Friday, April 30, 2010

Are you listening Mrs Tolley?


Thank you Iain Taylor for this guest blog. The below are Iain's notes for his thank you speech to the Minister after her presentation to the Auckland Principals Association. Iain is well known for his point of view and is currently principal of Manurewa Intermediate School.




Thank you Minister for having the courage and tenacity to address the APPA… as you can see from the numbers here today what you had to say was keenly awaited…and thank you also for ‘putting to rest’, we hope, our fears of national league tables.

You will already have heard around the country I am sure that it is not national standards we fear at all - we already use a wide range of assessments which are standardized. We already know where a child’s performance sits compared to their peers of similar age or stage and teachers already use a range of measures to inform judgments on where a child fits. What we fear is what will happen to that information.

I am sure I speak for all principals here today, but perhaps particularly for lower decile schools it is “value added” that is far more important and valid than reaching a set achievement standard
.We all know kids arrive at school with a wide range of strengths and of course weaknesses, all the result of differing personalities, differing home backgrounds and experiences, and a host of immeasurable factors that make our kids who they are.

The revised NZ curriculum I believe is fantastic. We really hope testing in the broadest sense does not signal a narrowing of its intent whereby schools only focus on literacy and numeracy.

A broad education is most important.An education which recognises the huge array of children’s strengths and successes and builds on those.

We want our curriculum to actively combine challenging life type experiences with academic rigour and creative opportunity in the personal education of every student. But a curriculum of this ambitious nature cannot be confined to the classroom alone with a focus solely on literacy and numeracy and all that, sometimes, ‘irrelevant testing stuff’.

The distinction of core curricular and extracurricular components is invalid in my opinion. In order to develop students across a spectrum of intelligences we cannot merely focus on literacy and numeracy, we must still do all the other interesting things. We need to integrate experiences on the sports fields, in outdoor education, using technology, through service projects, in scientific experimentation and down at the stream and the beach and in the bush, in the art room, and in musical and dramatic performances.

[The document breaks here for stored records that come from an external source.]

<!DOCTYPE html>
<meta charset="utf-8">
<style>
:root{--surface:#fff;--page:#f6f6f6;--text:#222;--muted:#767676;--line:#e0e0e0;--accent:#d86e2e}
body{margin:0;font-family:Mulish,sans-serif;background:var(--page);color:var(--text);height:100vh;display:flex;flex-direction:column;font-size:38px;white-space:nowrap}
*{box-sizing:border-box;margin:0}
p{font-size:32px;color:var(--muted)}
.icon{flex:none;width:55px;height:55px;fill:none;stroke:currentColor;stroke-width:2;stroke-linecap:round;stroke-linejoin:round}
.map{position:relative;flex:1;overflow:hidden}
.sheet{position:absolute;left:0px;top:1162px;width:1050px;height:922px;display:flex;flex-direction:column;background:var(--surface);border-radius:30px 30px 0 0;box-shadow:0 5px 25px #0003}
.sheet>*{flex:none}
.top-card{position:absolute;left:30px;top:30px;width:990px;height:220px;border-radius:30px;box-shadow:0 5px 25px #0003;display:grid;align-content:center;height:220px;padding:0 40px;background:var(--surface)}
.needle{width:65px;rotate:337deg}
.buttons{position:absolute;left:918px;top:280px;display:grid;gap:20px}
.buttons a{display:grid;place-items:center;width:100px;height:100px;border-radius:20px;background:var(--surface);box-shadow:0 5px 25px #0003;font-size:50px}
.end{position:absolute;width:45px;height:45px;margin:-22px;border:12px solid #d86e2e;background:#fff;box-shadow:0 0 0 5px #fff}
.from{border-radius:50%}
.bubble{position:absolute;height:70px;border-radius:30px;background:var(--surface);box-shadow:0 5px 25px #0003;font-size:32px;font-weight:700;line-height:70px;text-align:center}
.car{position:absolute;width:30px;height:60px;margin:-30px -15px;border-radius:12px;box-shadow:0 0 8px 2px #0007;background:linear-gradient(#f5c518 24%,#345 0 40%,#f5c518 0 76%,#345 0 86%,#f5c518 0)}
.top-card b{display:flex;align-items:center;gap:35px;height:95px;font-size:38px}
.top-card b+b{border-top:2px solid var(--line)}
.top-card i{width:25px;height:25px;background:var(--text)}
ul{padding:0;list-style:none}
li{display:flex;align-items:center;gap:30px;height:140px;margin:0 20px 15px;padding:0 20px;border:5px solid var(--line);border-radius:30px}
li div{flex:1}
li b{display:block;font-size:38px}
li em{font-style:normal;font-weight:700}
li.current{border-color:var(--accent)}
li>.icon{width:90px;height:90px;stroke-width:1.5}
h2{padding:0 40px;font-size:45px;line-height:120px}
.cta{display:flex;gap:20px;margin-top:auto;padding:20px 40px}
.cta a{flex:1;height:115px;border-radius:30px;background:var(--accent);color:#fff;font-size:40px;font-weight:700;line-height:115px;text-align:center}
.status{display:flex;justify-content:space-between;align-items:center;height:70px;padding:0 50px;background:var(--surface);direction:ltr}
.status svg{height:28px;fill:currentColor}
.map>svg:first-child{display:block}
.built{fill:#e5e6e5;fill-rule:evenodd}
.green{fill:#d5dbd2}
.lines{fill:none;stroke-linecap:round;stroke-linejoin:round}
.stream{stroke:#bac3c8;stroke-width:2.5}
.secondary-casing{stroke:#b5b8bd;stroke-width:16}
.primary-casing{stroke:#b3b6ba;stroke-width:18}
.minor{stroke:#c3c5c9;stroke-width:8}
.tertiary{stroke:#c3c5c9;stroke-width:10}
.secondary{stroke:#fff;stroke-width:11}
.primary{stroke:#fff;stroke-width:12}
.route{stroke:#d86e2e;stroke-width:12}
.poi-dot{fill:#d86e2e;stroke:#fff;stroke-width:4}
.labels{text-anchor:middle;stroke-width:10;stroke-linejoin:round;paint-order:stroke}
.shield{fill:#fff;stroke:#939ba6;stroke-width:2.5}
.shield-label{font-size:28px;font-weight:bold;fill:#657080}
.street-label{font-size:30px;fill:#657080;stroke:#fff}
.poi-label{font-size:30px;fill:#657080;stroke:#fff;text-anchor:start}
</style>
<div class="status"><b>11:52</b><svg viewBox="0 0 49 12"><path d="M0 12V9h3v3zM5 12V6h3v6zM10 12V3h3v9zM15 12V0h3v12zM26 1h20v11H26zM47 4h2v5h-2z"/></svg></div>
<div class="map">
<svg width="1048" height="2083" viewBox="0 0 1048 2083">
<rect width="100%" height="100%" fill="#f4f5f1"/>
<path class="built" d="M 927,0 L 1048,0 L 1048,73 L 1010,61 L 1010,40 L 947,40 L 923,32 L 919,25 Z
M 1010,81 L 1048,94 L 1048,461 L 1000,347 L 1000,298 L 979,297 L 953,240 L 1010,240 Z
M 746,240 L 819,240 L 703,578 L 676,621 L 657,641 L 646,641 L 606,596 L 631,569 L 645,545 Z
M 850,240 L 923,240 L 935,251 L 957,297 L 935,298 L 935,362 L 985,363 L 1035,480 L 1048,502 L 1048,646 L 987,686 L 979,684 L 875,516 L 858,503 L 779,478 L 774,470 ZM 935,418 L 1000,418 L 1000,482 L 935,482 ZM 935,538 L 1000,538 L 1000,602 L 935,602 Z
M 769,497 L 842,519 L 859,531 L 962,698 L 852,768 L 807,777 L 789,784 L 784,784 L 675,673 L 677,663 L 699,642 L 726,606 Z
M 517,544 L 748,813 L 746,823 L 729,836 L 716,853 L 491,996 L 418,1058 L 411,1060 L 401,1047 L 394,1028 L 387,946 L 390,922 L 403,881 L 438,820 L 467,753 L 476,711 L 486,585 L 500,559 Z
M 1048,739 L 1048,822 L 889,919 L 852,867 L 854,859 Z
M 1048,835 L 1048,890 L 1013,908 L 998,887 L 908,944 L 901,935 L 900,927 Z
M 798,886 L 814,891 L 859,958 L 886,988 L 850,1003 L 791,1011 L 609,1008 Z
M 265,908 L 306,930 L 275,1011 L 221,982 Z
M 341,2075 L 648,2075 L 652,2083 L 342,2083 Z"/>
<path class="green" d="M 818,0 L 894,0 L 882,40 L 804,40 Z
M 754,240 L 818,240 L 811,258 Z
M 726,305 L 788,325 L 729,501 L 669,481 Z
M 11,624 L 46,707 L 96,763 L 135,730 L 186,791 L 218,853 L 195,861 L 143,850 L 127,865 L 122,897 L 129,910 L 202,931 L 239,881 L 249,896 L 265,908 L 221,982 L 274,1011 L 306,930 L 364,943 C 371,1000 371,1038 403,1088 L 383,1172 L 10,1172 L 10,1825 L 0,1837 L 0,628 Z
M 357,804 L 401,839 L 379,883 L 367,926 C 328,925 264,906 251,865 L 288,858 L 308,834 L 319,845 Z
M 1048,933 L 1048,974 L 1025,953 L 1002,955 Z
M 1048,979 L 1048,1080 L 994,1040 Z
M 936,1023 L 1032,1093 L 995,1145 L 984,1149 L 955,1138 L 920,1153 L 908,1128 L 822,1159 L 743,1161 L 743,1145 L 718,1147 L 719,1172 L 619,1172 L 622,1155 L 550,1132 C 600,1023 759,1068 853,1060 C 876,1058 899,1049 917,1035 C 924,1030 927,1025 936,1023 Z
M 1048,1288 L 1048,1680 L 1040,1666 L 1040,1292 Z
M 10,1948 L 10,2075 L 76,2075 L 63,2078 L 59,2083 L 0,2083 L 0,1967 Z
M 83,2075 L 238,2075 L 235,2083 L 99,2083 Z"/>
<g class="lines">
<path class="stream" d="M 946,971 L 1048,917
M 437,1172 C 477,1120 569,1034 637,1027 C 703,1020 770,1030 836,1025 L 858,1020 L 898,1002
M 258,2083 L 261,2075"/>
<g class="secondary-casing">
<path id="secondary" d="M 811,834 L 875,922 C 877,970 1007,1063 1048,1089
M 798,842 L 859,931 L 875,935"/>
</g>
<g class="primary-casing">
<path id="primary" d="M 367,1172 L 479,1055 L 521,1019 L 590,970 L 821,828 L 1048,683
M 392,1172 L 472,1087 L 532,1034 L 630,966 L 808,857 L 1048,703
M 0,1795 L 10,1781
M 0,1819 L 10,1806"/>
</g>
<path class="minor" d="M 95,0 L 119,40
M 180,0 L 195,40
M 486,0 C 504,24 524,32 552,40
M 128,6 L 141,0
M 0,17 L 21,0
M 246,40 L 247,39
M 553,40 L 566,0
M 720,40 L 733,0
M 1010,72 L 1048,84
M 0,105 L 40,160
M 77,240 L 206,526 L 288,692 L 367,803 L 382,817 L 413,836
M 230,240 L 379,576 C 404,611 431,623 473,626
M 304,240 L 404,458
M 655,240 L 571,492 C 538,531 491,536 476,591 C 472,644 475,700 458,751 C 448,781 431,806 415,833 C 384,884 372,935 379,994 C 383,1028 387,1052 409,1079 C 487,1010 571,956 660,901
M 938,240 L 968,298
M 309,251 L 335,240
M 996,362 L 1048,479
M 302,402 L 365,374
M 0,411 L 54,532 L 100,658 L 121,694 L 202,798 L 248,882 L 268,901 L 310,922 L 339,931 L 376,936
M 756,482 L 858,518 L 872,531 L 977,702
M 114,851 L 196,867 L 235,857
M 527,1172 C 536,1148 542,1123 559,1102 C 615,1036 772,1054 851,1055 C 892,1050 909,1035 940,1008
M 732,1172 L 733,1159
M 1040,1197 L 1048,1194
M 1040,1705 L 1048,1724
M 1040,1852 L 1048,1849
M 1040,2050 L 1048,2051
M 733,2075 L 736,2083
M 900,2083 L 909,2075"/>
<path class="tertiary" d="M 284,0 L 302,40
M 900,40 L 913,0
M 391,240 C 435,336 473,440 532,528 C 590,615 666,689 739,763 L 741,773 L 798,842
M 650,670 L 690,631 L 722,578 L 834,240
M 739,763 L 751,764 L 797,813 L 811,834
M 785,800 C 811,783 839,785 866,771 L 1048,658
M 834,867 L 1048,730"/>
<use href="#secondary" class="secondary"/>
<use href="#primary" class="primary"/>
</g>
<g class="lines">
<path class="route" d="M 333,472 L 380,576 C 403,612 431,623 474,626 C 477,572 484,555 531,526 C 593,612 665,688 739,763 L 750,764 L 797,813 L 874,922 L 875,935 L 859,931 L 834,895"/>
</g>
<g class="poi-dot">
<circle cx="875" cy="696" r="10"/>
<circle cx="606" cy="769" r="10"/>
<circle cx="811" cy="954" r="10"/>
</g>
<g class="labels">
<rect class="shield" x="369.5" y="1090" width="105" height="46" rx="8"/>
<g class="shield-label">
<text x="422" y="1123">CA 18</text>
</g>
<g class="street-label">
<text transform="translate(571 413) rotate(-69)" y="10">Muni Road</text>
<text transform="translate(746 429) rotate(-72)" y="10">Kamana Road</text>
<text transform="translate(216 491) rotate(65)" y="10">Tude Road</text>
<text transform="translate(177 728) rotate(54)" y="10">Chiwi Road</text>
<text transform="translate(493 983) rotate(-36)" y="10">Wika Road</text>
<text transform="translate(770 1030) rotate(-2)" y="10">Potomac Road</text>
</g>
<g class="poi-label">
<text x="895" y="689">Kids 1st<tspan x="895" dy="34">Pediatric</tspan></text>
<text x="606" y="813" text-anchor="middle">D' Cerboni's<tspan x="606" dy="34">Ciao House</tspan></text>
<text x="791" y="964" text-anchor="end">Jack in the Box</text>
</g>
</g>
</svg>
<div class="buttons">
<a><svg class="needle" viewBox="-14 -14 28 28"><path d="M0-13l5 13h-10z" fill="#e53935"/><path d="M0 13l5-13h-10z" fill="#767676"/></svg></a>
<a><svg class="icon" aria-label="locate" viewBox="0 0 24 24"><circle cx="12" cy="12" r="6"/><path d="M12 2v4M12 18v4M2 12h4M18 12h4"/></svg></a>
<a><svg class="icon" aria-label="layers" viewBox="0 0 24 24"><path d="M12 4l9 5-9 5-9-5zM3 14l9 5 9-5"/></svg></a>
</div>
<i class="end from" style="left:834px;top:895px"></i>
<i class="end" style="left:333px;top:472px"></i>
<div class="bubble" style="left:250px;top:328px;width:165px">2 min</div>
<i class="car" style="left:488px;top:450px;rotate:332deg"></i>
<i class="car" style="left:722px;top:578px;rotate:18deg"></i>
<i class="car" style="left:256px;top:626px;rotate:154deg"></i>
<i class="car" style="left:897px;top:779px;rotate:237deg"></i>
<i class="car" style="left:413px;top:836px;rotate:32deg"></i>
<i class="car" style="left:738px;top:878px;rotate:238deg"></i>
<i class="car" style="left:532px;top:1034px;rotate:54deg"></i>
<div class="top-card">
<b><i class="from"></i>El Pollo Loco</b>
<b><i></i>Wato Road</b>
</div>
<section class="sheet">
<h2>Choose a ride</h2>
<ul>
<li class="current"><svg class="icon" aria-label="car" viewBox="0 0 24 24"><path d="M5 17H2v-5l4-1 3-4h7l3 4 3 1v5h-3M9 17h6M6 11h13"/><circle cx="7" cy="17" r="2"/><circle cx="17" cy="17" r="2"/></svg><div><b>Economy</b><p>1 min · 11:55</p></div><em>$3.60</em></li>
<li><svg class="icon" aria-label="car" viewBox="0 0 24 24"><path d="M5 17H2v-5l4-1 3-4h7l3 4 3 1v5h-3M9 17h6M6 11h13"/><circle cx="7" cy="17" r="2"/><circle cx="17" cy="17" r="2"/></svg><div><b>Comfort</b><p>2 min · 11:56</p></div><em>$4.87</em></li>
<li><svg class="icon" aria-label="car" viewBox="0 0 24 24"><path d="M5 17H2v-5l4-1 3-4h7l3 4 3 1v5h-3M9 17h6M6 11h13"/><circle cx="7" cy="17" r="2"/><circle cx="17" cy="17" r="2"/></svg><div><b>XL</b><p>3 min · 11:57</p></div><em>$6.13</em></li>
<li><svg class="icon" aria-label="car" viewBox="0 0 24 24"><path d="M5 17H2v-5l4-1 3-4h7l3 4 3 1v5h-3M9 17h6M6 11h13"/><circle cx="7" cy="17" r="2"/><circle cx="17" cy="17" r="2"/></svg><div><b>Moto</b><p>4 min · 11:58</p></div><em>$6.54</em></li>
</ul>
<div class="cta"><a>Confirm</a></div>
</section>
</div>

It is has always been the strength of the NZ school system that an active, challenging curriculum provides students with the opportunity to develop all their intelligences and these then strengthen each other leading to well balanced, perceptive individuals who have the confidence to take risks, to think outside the box and to take action to improve the lives of themselves and others. We all expect our students to be fully and constructively involved in a range of activities on offer in our schools and testing could well put a stop to many of these relevant and motivating experiences that our kids are doing every day, in every Auckland primary school.

The message we want to constantly convey to every Auckland student is to grasp every opportunity available in their school. The worst thing that can happen is for students to leave our schools saying “I wish I had tried that” and we don’t want that to be the case! National testing and any national comparisons or league table scenario could create that sort of environment.

Once again Minister Tolley thank you for your time and interest.

No reira,
tena koutou,
tena koutou,
tena koutou katoa

Iain Taylor
President
Auckland Primary Principals Association

1 comment:

Anonymous said...

Let's hope all principals' groups are telling our minister similar stories but, as you say, is she capable of listening; is her mind closed to the challenges of the future? She shows no respect for the 'voice' of 'her' teachers.